Pequim Envia Alerta Contra Separatistas e Interferências Externas
As Forças Armadas chinesas iniciaram nesta segunda-feira (29/12) manobras militares conjuntas envolvendo aeronáutica, marinha e unidades de foguetes no entorno da ilha de Taiwan.
A ação foi descrita por Pequim como um alerta severo direcionado a forças separatistas e interferências externas, em meio a recentes tensões com os Estados Unidos e o Japão.

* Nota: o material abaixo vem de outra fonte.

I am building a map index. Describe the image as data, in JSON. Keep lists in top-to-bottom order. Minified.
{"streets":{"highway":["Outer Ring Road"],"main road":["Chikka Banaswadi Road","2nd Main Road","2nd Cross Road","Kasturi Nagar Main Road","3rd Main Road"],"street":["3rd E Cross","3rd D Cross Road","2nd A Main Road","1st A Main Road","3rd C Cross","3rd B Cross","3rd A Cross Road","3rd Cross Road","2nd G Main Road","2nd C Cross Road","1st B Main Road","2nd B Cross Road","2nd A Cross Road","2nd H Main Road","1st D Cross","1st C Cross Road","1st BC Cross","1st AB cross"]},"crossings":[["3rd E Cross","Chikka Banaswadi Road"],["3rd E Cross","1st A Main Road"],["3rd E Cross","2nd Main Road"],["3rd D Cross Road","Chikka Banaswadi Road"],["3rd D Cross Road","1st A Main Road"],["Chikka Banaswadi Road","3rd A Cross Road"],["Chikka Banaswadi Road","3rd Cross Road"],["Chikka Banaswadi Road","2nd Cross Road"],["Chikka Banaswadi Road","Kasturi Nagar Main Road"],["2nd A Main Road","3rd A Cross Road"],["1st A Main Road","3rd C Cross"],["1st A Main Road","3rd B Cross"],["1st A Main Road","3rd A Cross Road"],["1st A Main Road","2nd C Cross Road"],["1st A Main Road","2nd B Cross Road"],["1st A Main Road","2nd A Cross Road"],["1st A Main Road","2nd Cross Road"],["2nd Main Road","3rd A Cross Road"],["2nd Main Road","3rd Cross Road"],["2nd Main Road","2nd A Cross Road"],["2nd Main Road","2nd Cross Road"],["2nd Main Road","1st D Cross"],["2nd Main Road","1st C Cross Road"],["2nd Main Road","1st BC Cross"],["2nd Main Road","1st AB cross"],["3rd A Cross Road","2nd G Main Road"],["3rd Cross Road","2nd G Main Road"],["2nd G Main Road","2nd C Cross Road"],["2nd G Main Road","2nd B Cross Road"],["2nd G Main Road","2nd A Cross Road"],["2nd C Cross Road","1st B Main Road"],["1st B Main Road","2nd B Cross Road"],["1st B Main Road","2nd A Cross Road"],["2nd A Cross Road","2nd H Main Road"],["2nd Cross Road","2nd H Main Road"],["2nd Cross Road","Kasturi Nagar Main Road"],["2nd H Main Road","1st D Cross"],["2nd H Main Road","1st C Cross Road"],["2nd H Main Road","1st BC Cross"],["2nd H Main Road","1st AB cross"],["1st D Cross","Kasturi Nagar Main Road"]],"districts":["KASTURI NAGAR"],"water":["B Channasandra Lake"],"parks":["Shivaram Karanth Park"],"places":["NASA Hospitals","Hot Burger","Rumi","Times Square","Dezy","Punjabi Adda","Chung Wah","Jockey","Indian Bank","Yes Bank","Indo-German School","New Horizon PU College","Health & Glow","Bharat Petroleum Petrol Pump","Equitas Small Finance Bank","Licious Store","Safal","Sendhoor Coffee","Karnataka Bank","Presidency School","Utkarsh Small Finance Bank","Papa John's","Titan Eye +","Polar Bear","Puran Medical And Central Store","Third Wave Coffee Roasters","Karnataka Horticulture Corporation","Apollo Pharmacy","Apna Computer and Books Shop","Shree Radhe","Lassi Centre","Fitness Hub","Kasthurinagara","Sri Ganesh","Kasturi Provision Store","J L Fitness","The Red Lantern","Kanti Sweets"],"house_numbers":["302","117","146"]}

O Comando do Teatro Oriental do Exército de Libertação Popular da China informou que as operações ocorrem no Estreito de Taiwan e em áreas ao norte, sudoeste, sudeste e leste da ilha.
As atividades incluem patrulhas de prontidão ar-mar, tomada de superioridade conjunta e bloqueios de portos-chave.
O coronel sênior Shi Yi, porta-voz do comando, destacou que se trata de uma medida de dissuasão multidimensional além da cadeia de ilhas.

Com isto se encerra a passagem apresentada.